■ Provided information:
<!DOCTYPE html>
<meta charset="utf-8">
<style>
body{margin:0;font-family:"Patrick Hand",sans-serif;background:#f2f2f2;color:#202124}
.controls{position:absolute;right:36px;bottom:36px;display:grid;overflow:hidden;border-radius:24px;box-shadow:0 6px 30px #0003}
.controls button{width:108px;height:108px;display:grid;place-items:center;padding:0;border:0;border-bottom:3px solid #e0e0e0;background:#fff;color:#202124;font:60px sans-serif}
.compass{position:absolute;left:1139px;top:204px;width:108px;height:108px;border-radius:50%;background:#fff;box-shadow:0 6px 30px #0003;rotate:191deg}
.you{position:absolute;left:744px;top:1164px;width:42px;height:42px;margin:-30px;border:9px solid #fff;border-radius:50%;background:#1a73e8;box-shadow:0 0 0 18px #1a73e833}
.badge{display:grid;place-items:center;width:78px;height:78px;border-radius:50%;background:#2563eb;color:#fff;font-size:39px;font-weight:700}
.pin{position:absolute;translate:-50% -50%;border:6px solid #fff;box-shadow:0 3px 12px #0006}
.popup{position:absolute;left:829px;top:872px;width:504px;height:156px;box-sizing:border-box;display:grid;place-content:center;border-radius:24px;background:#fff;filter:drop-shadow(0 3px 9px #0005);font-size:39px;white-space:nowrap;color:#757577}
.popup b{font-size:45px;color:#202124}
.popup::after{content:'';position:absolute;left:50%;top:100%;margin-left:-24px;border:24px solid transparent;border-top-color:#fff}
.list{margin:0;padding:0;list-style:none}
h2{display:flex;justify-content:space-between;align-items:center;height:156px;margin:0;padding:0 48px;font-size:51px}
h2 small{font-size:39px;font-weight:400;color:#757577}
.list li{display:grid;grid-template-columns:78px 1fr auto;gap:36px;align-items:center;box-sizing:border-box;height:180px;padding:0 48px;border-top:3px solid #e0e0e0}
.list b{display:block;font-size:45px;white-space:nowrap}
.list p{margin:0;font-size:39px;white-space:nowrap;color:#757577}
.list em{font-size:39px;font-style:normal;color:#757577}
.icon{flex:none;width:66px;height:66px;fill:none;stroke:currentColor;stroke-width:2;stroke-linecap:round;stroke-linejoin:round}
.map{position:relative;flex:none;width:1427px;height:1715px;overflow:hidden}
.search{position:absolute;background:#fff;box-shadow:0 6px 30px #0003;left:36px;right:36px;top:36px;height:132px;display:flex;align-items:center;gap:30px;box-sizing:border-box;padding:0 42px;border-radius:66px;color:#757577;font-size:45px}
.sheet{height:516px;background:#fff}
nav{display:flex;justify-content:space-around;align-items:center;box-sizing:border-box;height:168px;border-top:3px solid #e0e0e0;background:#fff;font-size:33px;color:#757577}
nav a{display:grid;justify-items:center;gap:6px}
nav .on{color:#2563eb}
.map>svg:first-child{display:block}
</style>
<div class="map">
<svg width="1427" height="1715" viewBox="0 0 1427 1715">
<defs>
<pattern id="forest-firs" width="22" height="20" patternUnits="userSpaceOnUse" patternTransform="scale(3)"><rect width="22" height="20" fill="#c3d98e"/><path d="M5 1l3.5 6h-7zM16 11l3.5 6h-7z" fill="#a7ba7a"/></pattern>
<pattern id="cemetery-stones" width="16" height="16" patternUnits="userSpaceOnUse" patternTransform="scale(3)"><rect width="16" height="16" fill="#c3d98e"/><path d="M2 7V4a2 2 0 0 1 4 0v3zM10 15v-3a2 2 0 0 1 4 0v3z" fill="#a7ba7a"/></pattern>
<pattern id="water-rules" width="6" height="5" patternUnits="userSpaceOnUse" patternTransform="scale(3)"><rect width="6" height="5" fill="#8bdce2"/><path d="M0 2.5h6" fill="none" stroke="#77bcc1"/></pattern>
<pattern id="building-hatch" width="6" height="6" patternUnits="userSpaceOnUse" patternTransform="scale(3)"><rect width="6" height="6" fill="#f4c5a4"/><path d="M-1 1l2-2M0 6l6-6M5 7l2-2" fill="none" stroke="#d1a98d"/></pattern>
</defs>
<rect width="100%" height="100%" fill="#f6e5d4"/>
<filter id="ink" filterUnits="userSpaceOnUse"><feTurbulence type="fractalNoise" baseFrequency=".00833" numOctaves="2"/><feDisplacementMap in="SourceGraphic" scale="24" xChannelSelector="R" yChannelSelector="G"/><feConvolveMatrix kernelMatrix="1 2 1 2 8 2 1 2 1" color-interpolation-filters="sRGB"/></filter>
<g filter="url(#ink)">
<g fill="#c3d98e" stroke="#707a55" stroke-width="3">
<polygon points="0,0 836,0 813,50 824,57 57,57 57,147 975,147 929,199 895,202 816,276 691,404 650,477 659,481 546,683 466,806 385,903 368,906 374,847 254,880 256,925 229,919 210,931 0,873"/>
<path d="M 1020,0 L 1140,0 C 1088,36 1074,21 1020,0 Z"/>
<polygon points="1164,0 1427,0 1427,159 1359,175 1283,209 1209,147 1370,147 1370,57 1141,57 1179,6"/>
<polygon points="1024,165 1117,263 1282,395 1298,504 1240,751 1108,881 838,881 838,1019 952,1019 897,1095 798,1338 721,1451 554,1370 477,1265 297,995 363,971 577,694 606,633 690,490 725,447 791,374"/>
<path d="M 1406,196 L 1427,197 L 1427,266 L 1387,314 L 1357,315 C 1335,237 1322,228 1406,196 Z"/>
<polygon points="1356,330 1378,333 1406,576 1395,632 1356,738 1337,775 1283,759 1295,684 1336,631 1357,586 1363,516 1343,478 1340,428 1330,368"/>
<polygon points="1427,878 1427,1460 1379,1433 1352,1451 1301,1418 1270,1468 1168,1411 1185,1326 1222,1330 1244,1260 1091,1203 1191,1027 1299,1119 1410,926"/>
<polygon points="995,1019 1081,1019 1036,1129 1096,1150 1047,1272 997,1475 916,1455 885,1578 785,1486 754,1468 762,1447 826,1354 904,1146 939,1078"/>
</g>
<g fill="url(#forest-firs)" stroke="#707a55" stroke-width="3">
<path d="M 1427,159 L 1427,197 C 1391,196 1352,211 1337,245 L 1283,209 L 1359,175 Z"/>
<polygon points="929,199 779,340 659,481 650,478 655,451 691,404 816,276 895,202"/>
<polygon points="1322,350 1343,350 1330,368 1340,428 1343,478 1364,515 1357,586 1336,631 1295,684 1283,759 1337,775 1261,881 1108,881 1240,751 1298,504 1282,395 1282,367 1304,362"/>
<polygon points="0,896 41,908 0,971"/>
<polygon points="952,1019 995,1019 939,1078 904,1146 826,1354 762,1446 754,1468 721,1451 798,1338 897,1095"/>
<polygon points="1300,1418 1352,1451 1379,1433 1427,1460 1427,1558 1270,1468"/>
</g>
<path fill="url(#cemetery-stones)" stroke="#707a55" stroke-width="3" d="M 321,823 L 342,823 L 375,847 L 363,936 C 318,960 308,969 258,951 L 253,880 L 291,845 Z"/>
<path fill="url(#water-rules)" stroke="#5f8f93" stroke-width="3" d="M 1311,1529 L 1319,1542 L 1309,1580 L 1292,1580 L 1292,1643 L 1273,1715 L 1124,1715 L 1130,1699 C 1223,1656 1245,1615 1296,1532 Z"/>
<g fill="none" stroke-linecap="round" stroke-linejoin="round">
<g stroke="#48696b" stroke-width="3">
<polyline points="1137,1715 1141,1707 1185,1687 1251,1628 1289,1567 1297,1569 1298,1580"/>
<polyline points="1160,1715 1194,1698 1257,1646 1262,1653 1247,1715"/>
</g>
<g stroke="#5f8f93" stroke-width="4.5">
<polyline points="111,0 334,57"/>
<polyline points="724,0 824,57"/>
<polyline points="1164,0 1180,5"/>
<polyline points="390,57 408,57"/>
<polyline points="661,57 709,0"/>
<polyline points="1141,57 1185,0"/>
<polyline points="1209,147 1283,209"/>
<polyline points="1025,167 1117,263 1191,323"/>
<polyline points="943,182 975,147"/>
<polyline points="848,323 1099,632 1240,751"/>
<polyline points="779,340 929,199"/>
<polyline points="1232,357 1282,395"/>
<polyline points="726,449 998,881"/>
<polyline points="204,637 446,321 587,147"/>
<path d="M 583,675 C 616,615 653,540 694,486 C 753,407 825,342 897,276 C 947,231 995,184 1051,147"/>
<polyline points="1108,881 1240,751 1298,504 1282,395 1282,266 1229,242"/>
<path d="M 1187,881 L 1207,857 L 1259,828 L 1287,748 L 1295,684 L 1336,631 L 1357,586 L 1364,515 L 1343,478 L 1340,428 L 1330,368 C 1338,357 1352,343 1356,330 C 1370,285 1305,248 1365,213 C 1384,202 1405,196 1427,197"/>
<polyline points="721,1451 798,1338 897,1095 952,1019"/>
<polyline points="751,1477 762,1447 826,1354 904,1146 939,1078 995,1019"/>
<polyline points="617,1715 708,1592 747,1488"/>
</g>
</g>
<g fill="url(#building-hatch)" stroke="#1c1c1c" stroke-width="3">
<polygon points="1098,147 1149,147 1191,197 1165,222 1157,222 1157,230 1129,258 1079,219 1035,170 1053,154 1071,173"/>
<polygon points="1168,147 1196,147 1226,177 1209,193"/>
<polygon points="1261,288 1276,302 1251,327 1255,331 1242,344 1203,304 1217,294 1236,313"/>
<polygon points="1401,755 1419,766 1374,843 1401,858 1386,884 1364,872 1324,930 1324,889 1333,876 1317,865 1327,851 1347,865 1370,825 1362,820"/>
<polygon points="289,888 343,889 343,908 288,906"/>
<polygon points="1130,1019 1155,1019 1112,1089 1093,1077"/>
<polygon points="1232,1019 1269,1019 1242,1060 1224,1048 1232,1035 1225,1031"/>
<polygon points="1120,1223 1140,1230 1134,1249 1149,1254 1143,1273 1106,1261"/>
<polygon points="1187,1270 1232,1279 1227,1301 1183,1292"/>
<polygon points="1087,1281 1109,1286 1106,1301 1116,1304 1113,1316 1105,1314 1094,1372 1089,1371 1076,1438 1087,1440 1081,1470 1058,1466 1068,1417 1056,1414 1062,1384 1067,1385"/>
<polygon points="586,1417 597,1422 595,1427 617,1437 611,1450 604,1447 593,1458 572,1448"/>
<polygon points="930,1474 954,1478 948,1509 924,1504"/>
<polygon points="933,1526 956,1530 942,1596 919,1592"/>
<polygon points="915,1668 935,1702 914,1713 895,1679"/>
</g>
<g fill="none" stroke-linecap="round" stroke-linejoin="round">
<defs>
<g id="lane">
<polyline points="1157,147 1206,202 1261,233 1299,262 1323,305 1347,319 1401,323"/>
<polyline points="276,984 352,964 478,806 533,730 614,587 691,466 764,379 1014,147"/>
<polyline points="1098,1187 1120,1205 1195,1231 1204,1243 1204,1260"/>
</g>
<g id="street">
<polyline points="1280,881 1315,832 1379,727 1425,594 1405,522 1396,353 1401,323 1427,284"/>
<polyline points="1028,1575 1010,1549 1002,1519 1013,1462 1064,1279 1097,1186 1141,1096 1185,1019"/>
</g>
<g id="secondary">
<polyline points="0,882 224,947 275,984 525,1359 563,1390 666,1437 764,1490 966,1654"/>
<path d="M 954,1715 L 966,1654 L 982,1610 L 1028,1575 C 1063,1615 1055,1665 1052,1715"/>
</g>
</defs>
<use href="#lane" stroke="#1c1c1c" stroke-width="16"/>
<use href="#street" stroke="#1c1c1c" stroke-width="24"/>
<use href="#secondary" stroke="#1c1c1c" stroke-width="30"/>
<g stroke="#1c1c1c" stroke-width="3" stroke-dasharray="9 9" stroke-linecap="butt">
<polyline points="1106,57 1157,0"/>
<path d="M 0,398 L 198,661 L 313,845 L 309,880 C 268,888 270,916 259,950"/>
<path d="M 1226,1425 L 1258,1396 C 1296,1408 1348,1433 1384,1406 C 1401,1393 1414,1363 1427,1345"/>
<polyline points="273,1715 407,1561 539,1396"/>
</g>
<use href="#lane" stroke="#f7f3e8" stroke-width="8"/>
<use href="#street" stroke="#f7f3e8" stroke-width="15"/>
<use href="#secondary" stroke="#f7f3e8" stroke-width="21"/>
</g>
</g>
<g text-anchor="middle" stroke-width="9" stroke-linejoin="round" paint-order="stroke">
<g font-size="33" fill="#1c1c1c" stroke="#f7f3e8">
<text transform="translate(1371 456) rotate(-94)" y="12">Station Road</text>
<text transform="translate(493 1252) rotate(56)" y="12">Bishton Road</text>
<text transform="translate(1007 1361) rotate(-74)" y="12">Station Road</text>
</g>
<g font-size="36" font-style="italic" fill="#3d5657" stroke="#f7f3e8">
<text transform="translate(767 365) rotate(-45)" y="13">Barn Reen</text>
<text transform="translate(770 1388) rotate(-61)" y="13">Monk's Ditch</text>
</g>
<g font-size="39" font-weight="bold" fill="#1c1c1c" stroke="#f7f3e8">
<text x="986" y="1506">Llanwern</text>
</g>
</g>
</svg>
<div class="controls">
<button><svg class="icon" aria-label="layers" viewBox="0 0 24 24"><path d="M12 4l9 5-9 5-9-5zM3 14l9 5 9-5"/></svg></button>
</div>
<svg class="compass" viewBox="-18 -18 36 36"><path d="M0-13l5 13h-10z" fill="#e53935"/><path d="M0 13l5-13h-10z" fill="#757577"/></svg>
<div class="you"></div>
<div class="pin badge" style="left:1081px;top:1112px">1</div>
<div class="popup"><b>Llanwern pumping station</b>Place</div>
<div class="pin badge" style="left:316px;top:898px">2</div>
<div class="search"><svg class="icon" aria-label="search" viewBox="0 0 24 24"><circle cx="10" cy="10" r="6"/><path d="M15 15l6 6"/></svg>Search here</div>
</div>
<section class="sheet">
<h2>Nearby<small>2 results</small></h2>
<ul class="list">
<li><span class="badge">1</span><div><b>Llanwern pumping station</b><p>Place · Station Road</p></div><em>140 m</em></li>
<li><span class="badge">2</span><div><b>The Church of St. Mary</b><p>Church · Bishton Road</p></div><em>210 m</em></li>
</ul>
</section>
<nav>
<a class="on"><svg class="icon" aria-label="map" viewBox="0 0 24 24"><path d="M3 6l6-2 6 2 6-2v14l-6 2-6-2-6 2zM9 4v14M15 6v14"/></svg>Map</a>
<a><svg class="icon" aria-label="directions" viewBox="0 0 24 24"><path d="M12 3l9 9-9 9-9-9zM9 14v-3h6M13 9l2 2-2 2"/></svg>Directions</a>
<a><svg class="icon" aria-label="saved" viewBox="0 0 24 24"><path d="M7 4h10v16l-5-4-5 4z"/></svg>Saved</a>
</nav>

■ What to produce: Look through the entries above, find each line containing "filter", and copy it.

■ Answer to this task:
.popup{position:absolute;left:829px;top:872px;width:504px;height:156px;box-sizing:border-box;display:grid;place-content:center;border-radius:24px;background:#fff;filter:drop-shadow(0 3px 9px #0005);font-size:39px;white-space:nowrap;color:#757577}
<filter id="ink" filterUnits="userSpaceOnUse"><feTurbulence type="fractalNoise" baseFrequency=".00833" numOctaves="2"/><feDisplacementMap in="SourceGraphic" scale="24" xChannelSelector="R" yChannelSelector="G"/><feConvolveMatrix kernelMatrix="1 2 1 2 8 2 1 2 1" color-interpolation-filters="sRGB"/></filter>
<g filter="url(#ink)">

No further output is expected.